Feature #15161
closedmaking gcd faster for 3x3
Description
With the goal of making Ruby as fast as possible for 3x3 I would like to propose
a faster implementation of the gcd
function. I use gcd
a lot in my
primes-utils
gem, and in cryptography and Number Theory problems.
The current implementation
https://ruby-doc.org/core-2.5.1/Integer.html#method-i-gcd
uses a recursive implementation.
I propose using the binary (Stein's) algorithm, which I believe has been proposed/discussed before.
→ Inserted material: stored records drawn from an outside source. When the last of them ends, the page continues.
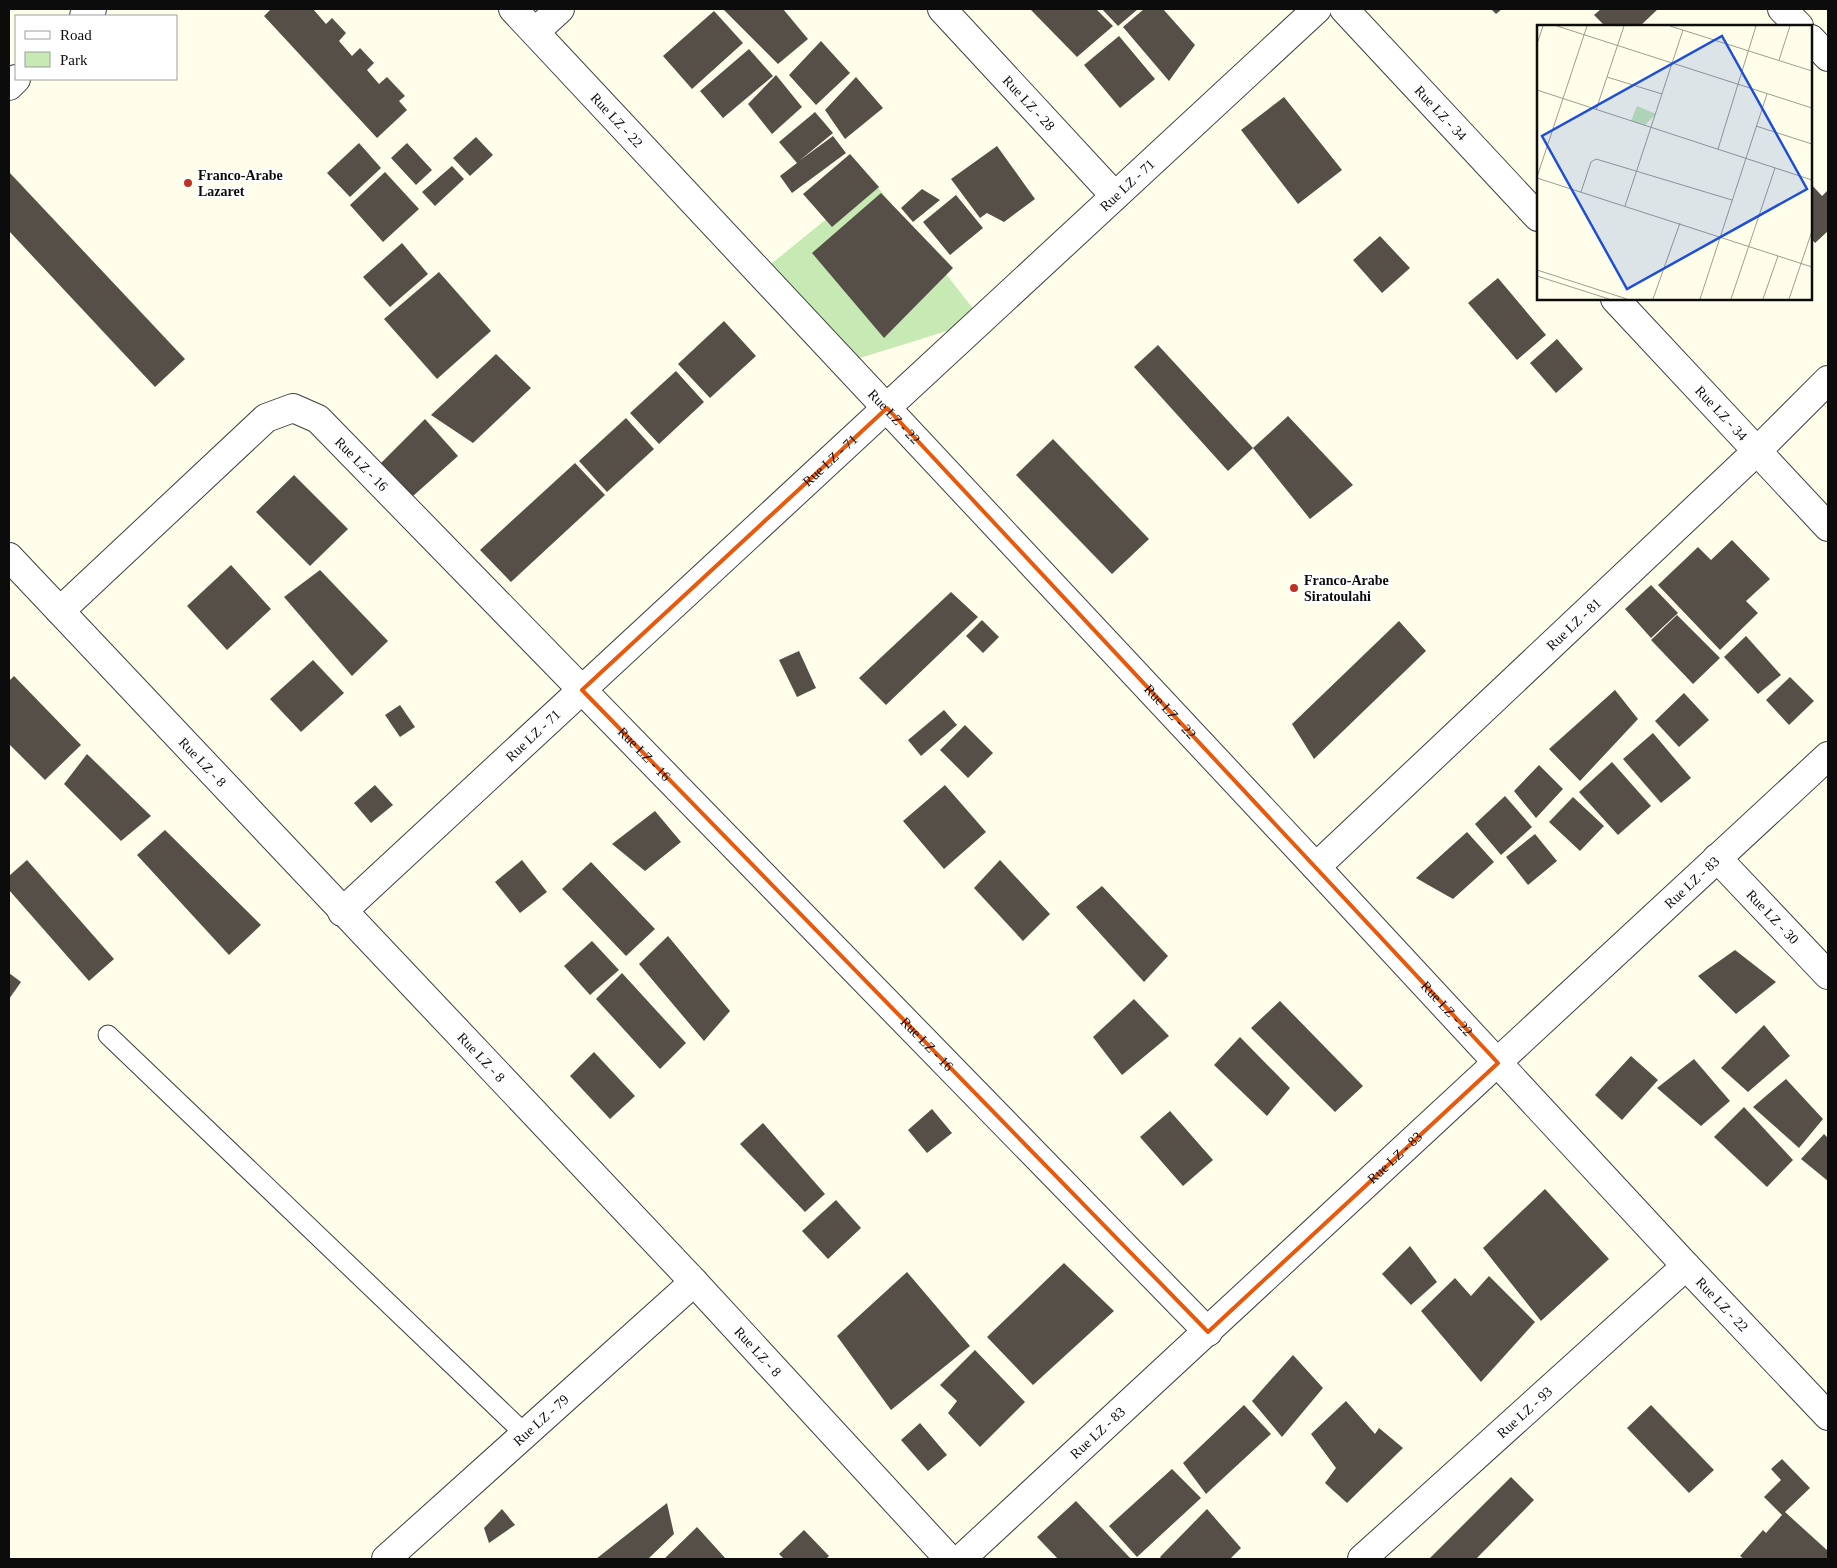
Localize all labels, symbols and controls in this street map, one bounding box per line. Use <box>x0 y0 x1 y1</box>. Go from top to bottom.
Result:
legend <box>15 15 178 80</box>
inset map <box>1537 25 1812 300</box>
text: Road <box>60 27 92 43</box>
text: Park <box>60 52 88 68</box>
street label: Rue LZ - 28 <box>1000 73 1058 133</box>
street label: Rue LZ - 34 <box>1412 83 1470 143</box>
street label: Rue LZ - 22 <box>588 90 646 150</box>
street label: Rue LZ - 71 <box>1097 156 1157 214</box>
place label: Franco-Arabe Lazaret <box>198 168 283 199</box>
marker: Franco-Arabe Lazaret <box>182 177 194 189</box>
street label: Rue LZ - 34 <box>1693 383 1750 443</box>
street label: Rue LZ - 22 <box>865 386 923 447</box>
street label: Rue LZ - 71 <box>800 431 860 489</box>
street label: Rue LZ - 16 <box>332 434 391 494</box>
place label: Franco-Arabe Siratoulahi <box>1304 573 1389 604</box>
marker: Franco-Arabe Siratoulahi <box>1288 582 1300 594</box>
street label: Rue LZ - 81 <box>1543 595 1604 653</box>
street label: Rue LZ - 22 <box>1141 681 1199 742</box>
street label: Rue LZ - 71 <box>502 706 563 764</box>
street label: Rue LZ - 16 <box>615 724 674 784</box>
street label: Rue LZ - 8 <box>176 734 229 790</box>
street label: Rue LZ - 83 <box>1661 853 1722 911</box>
street label: Rue LZ - 30 <box>1744 887 1802 947</box>
street label: Rue LZ - 22 <box>1418 978 1476 1039</box>
street label: Rue LZ - 16 <box>898 1014 957 1074</box>
street label: Rue LZ - 8 <box>455 1029 508 1085</box>
street label: Rue LZ - 83 <box>1364 1129 1425 1186</box>
street label: Rue LZ - 22 <box>1693 1274 1751 1334</box>
street label: Rue LZ - 8 <box>732 1324 785 1379</box>
street label: Rue LZ - 93 <box>1494 1383 1555 1441</box>
street label: Rue LZ - 79 <box>510 1391 571 1449</box>
street label: Rue LZ - 83 <box>1067 1404 1128 1462</box>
https://en.wikipedia.org/wiki/Binary_GCD_algorithm
However, I recently raised an issues with Crystal's implementation (also recursive)
and suggested using Stein's algorithm, which they approved.
https://github.com/crystal-lang/crystal/issues/6683
However, the default (iterative) wikipedia implementation is nowhere near as fast as possible.
https://lemire.me/blog/2013/12/26/fastest-way-to-compute-the-greatest-common-divisor/
The author provides benchmarks of different implmentations (including recursive)
https://github.com/lemire/Code-used-on-Daniel-Lemire-s-blog/blob/master/2013/12/26/gcd.cpp
and the version below is the fastest, and also the simplest.
unsigned int gcdwikipedia2fastswap(unsigned int u, unsigned int v)
{
int shift;
if (u == 0) return v;
if (v == 0) return u;
shift = __builtin_ctz(u | v);
u >>= __builtin_ctz(u);
do {
v >>= __builtin_ctz(v);
if(u>v) std::swap(u,v);
v = v - u;
} while (v != 0);
return u << shift;
}
Thank you for considering this.
Updated by shevegen (Robert A. Heiler) over 6 years ago
I think a benchmark may be useful to the issue here.
I don't think the ruby team minds any speed improvement but what
is usually done is to verify any potential gain through benchmarks
(e. g. optcarrot for, I think, ruby 3x3 goals).
Updated by mame (Yusuke Endoh) over 6 years ago
- Status changed from Open to Closed
It already uses the variant of the binary (Stein's) algorithm.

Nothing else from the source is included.